*** Opening of RECORDS PROVIDED ***

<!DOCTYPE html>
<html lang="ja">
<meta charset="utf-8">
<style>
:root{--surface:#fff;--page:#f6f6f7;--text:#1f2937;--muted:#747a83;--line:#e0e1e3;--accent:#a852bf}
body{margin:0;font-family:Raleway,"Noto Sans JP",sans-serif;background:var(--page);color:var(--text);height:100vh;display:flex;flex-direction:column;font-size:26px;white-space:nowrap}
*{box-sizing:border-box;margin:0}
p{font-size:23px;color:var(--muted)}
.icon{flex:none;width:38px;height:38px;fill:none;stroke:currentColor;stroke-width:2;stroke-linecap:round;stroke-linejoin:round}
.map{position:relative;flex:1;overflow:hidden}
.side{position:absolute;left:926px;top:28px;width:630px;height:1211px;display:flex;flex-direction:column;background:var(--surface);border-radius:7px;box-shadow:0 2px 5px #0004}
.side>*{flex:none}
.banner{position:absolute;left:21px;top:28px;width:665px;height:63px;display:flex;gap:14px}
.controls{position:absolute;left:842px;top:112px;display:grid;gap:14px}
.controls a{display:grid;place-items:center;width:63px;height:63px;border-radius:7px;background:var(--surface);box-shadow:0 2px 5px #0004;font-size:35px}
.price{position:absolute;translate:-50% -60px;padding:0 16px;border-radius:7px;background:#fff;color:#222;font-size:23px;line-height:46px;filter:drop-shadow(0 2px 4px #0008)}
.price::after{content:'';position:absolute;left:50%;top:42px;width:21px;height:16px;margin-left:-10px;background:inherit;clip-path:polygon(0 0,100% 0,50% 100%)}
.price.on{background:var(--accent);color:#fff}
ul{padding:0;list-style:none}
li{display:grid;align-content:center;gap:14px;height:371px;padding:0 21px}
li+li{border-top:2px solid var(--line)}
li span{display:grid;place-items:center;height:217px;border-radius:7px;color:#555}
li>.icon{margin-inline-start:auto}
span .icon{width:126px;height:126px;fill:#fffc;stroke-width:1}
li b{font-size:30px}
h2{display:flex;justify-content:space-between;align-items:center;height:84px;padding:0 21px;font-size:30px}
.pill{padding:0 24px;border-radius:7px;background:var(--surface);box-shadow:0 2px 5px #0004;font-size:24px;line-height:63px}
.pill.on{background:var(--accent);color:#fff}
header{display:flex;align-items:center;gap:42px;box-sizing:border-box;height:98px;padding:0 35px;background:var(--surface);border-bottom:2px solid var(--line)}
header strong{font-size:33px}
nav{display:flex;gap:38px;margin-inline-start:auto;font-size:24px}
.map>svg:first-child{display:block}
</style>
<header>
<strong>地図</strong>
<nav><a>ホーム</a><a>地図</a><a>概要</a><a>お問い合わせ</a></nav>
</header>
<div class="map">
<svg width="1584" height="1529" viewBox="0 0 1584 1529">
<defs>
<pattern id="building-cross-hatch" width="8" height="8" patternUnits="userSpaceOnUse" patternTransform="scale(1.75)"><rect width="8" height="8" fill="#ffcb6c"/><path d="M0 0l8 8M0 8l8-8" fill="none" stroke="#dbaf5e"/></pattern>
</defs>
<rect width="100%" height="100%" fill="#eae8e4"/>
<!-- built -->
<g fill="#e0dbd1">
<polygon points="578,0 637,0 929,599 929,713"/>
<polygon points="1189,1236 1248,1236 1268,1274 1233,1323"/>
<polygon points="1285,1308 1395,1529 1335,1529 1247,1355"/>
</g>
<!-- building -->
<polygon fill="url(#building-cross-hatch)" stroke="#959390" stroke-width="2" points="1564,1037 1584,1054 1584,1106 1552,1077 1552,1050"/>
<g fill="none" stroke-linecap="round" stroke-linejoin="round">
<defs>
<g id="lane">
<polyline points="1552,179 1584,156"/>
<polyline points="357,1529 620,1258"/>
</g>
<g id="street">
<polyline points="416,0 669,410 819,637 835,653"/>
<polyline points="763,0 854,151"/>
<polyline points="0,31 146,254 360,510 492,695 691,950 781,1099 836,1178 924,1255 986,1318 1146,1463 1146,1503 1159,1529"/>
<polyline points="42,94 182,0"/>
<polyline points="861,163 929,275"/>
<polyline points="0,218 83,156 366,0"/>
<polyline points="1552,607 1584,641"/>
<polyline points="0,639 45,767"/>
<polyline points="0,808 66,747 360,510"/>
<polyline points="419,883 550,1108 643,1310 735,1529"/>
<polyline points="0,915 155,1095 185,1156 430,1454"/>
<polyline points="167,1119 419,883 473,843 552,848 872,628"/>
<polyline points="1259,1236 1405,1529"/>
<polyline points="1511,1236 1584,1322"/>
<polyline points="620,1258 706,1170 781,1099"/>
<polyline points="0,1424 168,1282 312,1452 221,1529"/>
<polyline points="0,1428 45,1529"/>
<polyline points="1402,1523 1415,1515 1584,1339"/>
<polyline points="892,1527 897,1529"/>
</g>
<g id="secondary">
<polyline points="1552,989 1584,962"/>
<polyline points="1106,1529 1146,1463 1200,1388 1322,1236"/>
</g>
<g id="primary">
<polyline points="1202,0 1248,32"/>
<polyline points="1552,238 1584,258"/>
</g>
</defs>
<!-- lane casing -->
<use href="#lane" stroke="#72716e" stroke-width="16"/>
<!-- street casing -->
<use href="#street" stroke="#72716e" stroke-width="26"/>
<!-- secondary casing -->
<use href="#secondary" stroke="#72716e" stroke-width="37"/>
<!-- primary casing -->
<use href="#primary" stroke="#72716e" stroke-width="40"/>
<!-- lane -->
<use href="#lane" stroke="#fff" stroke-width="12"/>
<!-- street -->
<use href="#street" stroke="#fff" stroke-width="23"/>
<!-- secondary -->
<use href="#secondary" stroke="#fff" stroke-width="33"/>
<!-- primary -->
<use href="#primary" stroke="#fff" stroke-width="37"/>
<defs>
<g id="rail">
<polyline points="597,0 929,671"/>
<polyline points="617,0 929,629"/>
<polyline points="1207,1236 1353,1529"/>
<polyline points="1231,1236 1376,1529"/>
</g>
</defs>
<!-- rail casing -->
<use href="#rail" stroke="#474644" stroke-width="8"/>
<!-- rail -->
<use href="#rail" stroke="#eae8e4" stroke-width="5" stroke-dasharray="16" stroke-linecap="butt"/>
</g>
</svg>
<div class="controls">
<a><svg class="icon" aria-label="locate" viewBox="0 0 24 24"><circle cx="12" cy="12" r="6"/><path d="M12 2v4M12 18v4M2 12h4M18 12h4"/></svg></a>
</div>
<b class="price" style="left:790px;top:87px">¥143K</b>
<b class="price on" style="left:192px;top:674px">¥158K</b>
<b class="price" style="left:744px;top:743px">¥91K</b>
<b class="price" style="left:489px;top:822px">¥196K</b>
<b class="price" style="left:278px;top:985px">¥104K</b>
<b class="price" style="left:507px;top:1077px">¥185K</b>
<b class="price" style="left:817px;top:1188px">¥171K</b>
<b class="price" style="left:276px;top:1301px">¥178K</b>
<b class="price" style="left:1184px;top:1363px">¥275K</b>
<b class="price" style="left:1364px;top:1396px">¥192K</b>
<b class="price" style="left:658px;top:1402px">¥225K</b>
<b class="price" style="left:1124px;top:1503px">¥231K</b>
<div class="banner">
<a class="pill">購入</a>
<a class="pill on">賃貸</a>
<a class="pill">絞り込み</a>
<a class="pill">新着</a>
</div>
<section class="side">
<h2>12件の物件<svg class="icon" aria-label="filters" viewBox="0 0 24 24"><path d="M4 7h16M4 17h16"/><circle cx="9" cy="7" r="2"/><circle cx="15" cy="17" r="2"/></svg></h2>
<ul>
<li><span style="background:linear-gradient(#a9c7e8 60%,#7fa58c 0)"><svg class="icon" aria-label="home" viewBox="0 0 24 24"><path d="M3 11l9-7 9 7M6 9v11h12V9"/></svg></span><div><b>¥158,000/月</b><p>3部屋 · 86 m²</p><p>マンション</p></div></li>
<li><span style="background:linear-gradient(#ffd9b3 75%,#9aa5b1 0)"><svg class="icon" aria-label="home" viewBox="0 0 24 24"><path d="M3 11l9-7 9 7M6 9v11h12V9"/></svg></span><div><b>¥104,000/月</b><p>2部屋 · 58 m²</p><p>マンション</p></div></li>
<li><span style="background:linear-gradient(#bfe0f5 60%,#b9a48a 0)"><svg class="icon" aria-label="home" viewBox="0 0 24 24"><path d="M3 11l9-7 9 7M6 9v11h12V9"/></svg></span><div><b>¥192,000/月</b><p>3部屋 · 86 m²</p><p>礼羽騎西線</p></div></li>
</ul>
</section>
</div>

*** Close of RECORDS PROVIDED ***
*** Opening of RECORDS PROVIDED ***

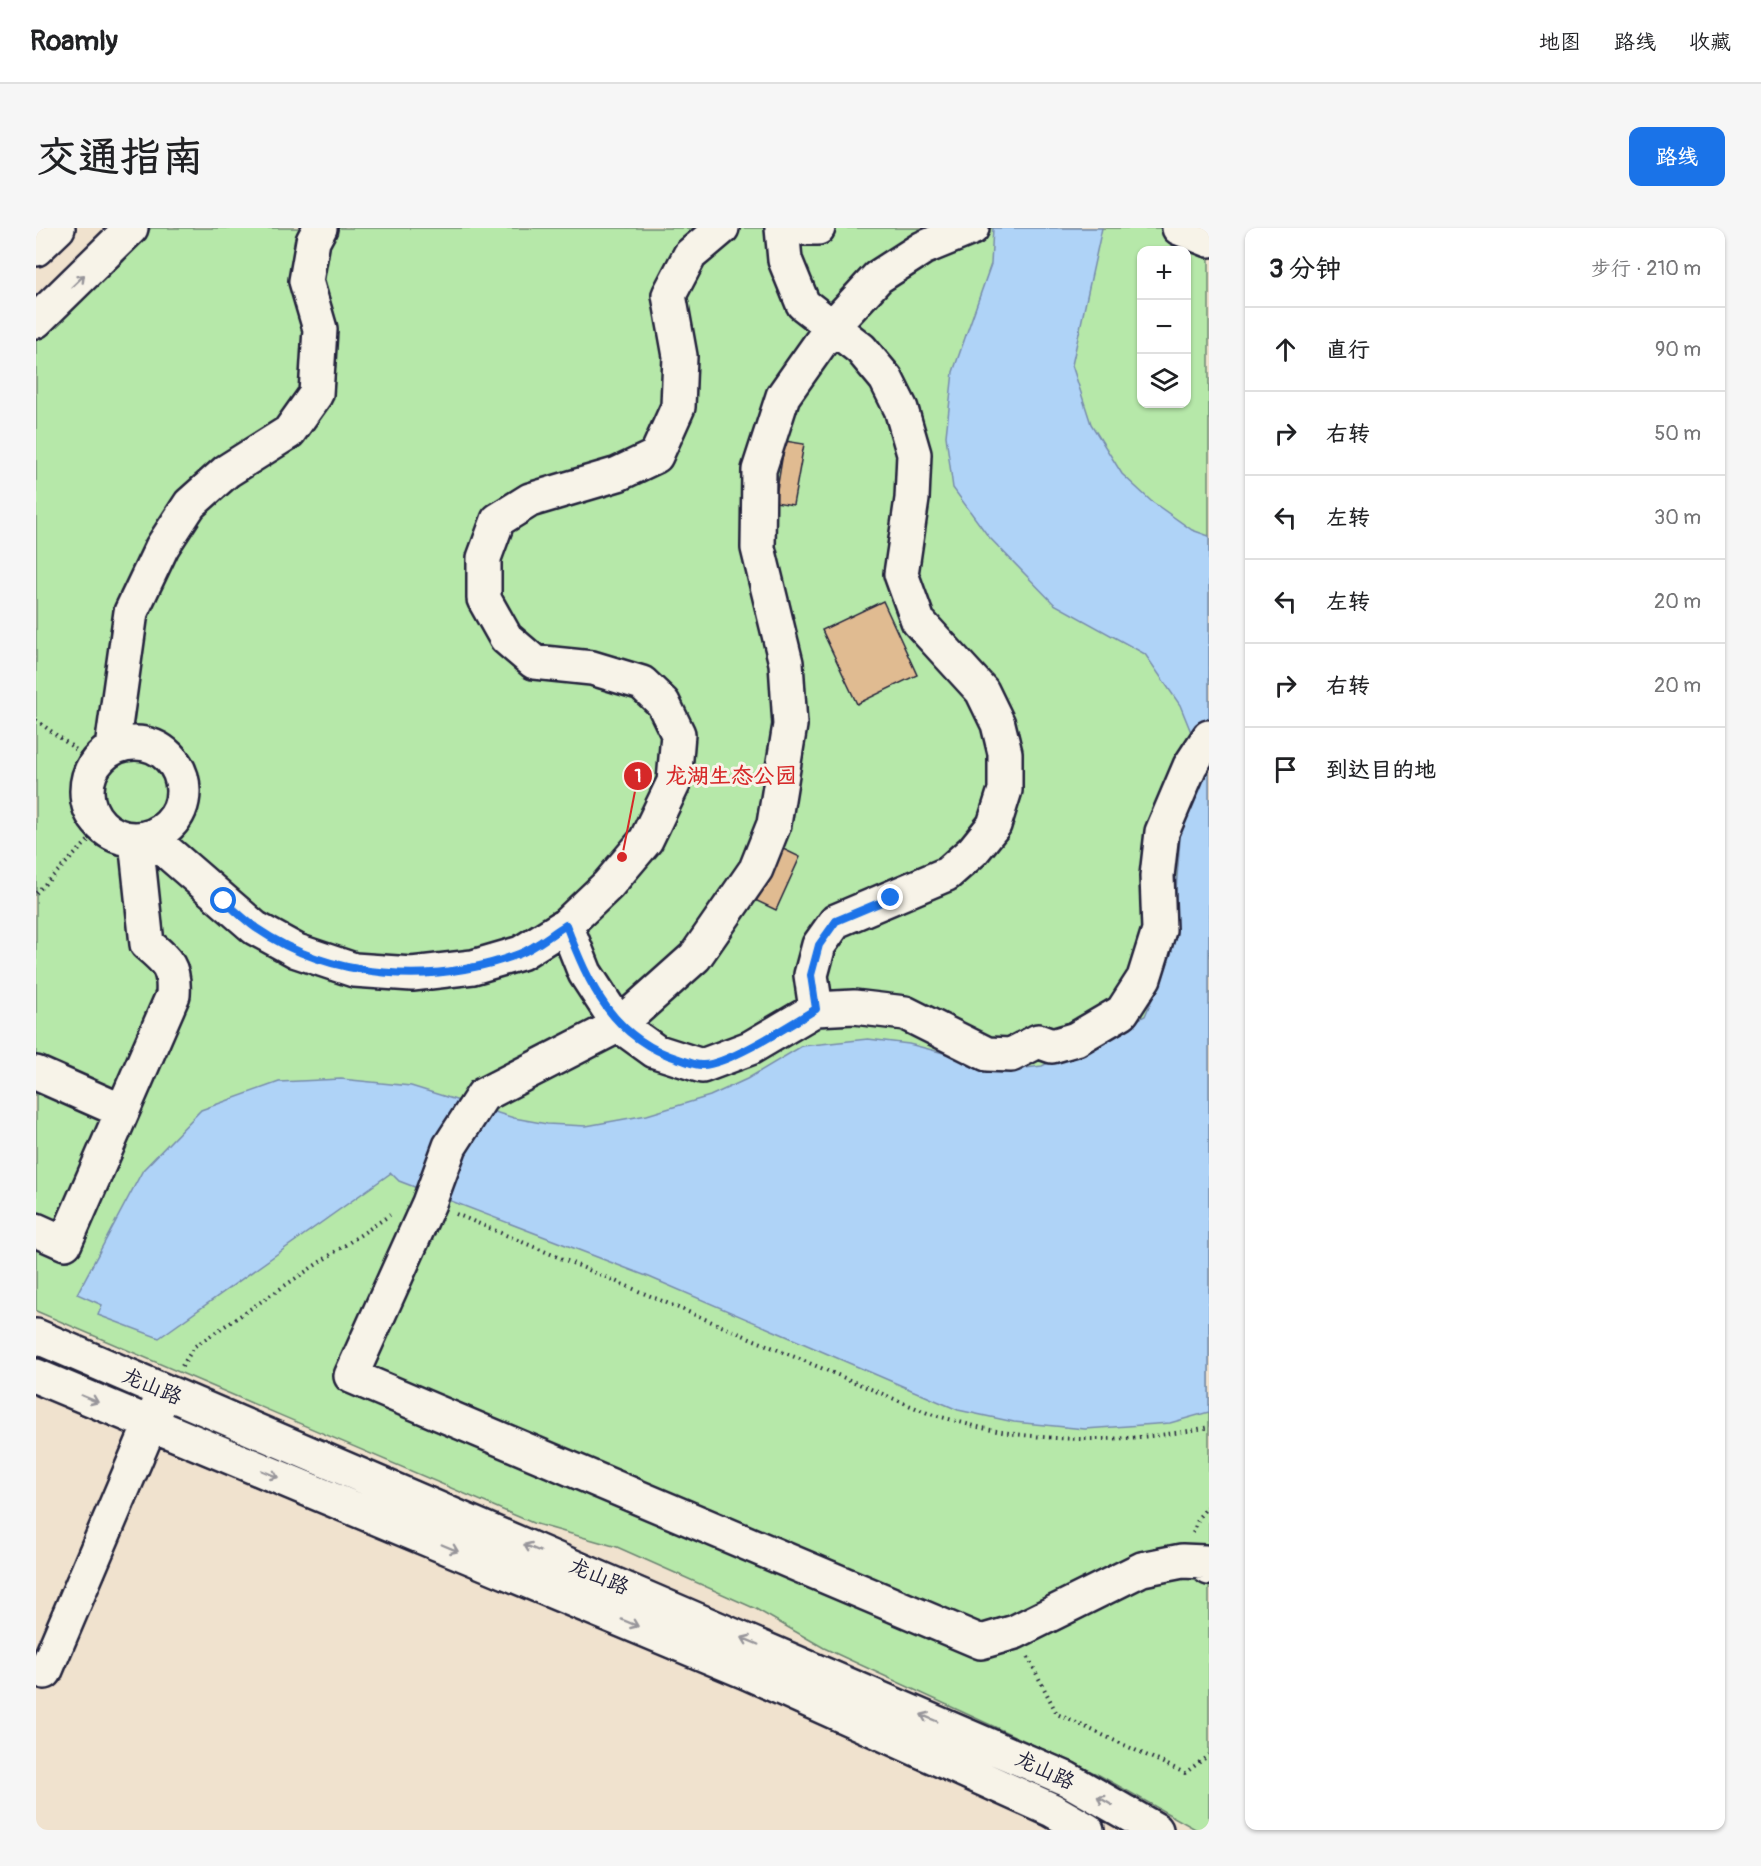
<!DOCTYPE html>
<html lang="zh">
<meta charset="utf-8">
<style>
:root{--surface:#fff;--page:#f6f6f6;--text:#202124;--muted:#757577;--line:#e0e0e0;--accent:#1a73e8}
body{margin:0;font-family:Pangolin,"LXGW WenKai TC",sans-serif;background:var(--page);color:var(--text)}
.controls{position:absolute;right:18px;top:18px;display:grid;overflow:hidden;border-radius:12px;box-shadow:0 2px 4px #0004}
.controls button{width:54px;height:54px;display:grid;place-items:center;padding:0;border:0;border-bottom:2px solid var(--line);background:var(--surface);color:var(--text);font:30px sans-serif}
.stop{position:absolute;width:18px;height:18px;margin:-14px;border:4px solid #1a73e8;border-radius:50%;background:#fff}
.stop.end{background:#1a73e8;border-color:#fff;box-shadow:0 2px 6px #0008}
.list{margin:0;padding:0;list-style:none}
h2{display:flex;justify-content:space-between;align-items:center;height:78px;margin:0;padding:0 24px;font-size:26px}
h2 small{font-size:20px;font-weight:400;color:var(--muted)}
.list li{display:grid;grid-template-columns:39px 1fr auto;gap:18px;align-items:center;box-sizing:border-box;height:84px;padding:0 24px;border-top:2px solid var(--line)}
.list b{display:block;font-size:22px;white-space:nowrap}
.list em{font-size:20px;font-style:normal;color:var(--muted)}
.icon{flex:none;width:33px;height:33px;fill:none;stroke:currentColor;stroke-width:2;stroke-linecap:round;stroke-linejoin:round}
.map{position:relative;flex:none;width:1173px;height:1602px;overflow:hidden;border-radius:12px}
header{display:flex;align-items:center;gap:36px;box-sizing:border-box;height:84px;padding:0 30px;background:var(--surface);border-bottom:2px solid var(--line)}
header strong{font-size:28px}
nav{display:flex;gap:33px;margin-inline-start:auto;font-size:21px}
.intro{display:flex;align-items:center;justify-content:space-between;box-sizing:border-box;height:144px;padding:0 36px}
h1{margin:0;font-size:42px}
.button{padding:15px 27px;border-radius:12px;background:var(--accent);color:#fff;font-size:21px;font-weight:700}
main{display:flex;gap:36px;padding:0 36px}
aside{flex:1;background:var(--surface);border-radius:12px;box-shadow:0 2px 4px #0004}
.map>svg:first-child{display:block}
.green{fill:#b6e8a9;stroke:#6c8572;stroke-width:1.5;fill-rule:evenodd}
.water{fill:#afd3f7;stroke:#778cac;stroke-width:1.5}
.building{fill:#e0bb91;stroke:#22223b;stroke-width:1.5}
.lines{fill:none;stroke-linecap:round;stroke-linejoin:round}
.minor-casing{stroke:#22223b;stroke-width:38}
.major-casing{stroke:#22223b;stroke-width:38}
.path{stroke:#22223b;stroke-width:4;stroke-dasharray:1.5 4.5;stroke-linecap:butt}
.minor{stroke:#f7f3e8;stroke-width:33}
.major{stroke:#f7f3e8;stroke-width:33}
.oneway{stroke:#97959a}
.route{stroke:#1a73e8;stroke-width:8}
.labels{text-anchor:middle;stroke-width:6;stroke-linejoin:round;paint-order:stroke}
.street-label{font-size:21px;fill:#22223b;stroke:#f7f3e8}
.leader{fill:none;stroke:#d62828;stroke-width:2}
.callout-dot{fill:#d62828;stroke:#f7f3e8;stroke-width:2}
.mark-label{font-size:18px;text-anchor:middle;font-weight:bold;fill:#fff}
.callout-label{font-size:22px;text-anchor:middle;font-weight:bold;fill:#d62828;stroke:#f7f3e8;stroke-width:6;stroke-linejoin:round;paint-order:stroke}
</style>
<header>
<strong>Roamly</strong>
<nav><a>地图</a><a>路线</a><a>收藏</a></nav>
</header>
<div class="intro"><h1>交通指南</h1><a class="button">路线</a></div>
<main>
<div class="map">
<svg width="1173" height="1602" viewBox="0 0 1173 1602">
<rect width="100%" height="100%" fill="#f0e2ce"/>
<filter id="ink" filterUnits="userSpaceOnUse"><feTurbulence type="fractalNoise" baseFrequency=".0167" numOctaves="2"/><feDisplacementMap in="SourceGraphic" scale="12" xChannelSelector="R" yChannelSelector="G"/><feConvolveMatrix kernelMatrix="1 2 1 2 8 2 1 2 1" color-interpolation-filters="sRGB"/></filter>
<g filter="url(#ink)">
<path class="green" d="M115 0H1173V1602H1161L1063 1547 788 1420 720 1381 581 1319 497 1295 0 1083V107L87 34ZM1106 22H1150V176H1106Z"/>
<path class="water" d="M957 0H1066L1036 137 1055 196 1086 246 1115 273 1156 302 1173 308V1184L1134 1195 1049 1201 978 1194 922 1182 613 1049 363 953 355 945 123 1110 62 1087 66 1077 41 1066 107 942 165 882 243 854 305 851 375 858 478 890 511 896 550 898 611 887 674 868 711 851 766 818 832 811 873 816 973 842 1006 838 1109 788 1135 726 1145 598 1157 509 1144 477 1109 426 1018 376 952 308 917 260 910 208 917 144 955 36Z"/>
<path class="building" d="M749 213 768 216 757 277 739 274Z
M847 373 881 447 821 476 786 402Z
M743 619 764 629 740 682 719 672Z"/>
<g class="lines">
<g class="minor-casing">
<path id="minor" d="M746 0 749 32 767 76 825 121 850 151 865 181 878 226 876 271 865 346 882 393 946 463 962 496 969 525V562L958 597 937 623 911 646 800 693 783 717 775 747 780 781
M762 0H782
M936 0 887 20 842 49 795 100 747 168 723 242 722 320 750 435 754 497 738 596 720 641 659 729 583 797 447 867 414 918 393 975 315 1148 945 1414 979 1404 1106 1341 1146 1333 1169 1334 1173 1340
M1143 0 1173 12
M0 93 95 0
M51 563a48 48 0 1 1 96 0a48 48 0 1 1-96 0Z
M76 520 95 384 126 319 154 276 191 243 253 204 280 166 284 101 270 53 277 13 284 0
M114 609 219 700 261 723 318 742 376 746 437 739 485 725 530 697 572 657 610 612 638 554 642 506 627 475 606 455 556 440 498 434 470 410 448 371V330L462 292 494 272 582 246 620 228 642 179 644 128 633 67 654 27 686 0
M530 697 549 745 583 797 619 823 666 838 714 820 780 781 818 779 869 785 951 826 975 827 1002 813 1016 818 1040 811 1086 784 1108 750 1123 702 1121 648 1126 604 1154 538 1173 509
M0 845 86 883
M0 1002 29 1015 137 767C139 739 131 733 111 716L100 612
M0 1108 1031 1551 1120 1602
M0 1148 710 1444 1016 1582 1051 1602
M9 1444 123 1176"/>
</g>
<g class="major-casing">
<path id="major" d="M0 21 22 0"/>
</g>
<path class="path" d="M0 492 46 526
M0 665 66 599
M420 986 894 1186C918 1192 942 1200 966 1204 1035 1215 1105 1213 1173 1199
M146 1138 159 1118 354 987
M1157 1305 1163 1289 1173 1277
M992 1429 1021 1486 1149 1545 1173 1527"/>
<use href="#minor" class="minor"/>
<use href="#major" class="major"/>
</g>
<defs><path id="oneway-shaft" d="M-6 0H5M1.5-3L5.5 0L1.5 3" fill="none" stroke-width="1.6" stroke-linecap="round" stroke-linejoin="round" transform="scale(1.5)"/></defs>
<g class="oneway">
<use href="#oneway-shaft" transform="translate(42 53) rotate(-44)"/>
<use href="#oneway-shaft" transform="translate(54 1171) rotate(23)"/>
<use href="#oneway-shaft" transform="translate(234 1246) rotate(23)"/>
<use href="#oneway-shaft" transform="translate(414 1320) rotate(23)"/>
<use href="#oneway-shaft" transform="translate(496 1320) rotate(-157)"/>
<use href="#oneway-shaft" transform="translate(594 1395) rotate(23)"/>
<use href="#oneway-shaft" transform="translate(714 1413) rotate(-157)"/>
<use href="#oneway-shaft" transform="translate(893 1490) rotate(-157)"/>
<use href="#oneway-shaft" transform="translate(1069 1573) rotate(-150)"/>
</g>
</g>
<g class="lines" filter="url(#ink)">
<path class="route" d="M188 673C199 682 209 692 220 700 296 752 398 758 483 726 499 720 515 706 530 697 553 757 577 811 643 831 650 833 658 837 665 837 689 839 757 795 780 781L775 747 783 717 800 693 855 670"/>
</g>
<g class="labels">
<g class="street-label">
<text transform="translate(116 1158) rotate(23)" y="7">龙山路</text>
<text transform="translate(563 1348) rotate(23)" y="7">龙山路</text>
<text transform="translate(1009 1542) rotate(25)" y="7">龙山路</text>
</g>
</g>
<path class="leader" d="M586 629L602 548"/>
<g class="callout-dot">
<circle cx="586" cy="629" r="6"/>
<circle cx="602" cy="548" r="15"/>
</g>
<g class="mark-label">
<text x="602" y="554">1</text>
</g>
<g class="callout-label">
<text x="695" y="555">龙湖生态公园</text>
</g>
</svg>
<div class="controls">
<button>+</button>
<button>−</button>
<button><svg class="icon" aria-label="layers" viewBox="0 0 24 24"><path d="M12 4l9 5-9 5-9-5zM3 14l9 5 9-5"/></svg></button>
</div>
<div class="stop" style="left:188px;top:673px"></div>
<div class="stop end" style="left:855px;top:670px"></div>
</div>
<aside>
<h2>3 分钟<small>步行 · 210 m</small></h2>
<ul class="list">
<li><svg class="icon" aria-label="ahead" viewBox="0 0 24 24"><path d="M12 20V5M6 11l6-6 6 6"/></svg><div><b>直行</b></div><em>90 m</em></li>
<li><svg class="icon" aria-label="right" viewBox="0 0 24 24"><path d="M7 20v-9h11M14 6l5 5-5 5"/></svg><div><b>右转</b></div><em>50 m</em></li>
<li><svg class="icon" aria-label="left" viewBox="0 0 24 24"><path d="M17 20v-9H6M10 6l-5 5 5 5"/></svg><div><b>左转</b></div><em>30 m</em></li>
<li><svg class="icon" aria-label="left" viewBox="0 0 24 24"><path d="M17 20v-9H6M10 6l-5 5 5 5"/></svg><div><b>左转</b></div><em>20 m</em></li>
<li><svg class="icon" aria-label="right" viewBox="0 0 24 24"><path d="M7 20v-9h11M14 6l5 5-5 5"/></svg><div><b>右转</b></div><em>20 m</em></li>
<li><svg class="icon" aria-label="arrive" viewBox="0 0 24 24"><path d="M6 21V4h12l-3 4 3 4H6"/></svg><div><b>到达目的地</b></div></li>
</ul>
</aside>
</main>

*** Close of RECORDS PROVIDED ***

■ **TASK ITEM**
Lines holding the word "serif" are the answer; copy each one from the records above.

■ **TASK OUTPUT**
body{margin:0;font-family:Raleway,"Noto Sans JP",sans-serif;background:var(--page);color:var(--text);height:100vh;display:flex;flex-direction:column;font-size:26px;white-space:nowrap}
body{margin:0;font-family:Pangolin,"LXGW WenKai TC",sans-serif;background:var(--page);color:var(--text)}
.controls button{width:54px;height:54px;display:grid;place-items:center;padding:0;border:0;border-bottom:2px solid var(--line);background:var(--surface);color:var(--text);font:30px sans-serif}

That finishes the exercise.